=== Begin Enclosure ===

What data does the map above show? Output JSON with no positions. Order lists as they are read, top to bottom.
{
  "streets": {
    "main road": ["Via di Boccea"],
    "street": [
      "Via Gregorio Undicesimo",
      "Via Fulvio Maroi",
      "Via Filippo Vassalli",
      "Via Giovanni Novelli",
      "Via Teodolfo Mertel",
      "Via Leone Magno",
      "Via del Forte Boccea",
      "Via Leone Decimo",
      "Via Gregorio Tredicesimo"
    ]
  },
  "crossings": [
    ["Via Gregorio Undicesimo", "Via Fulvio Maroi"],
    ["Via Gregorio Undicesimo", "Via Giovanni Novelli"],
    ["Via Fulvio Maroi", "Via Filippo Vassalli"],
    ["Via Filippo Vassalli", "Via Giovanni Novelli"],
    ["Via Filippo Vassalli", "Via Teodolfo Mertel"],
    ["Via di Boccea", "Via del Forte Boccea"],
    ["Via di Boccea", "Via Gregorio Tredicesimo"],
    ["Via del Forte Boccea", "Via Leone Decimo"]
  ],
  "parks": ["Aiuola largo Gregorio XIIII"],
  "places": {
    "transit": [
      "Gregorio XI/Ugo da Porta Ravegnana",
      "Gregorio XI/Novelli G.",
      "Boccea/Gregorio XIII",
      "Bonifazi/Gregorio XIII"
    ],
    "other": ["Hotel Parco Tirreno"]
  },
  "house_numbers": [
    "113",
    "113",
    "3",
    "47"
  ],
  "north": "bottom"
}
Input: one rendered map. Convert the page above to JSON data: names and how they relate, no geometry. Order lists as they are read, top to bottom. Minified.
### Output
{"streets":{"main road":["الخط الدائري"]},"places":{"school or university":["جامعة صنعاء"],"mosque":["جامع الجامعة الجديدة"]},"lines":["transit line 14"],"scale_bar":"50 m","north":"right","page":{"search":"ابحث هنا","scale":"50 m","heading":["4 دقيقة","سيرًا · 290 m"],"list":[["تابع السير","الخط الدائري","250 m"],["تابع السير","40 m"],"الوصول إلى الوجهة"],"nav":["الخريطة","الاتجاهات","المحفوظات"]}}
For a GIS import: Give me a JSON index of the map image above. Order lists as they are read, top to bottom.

=== End Enclosure ===

Task:
Your answer should be the data above, retyped exactly.

Reply:
What data does the map above show? Output JSON with no positions. Order lists as they are read, top to bottom.
{
  "streets": {
    "main road": ["Via di Boccea"],
    "street": [
      "Via Gregorio Undicesimo",
      "Via Fulvio Maroi",
      "Via Filippo Vassalli",
      "Via Giovanni Novelli",
      "Via Teodolfo Mertel",
      "Via Leone Magno",
      "Via del Forte Boccea",
      "Via Leone Decimo",
      "Via Gregorio Tredicesimo"
    ]
  },
  "crossings": [
    ["Via Gregorio Undicesimo", "Via Fulvio Maroi"],
    ["Via Gregorio Undicesimo", "Via Giovanni Novelli"],
    ["Via Fulvio Maroi", "Via Filippo Vassalli"],
    ["Via Filippo Vassalli", "Via Giovanni Novelli"],
    ["Via Filippo Vassalli", "Via Teodolfo Mertel"],
    ["Via di Boccea", "Via del Forte Boccea"],
    ["Via di Boccea", "Via Gregorio Tredicesimo"],
    ["Via del Forte Boccea", "Via Leone Decimo"]
  ],
  "parks": ["Aiuola largo Gregorio XIIII"],
  "places": {
    "transit": [
      "Gregorio XI/Ugo da Porta Ravegnana",
      "Gregorio XI/Novelli G.",
      "Boccea/Gregorio XIII",
      "Bonifazi/Gregorio XIII"
    ],
    "other": ["Hotel Parco Tirreno"]
  },
  "house_numbers": [
    "113",
    "113",
    "3",
    "47"
  ],
  "north": "bottom"
}
Input: one rendered map. Convert the page above to JSON data: names and how they relate, no geometry. Order lists as they are read, top to bottom. Minified.
### Output
{"streets":{"main road":["الخط الدائري"]},"places":{"school or university":["جامعة صنعاء"],"mosque":["جامع الجامعة الجديدة"]},"lines":["transit line 14"],"scale_bar":"50 m","north":"right","page":{"search":"ابحث هنا","scale":"50 m","heading":["4 دقيقة","سيرًا · 290 m"],"list":[["تابع السير","الخط الدائري","250 m"],["تابع السير","40 m"],"الوصول إلى الوجهة"],"nav":["الخريطة","الاتجاهات","المحفوظات"]}}
For a GIS import: Give me a JSON index of the map image above. Order lists as they are read, top to bottom.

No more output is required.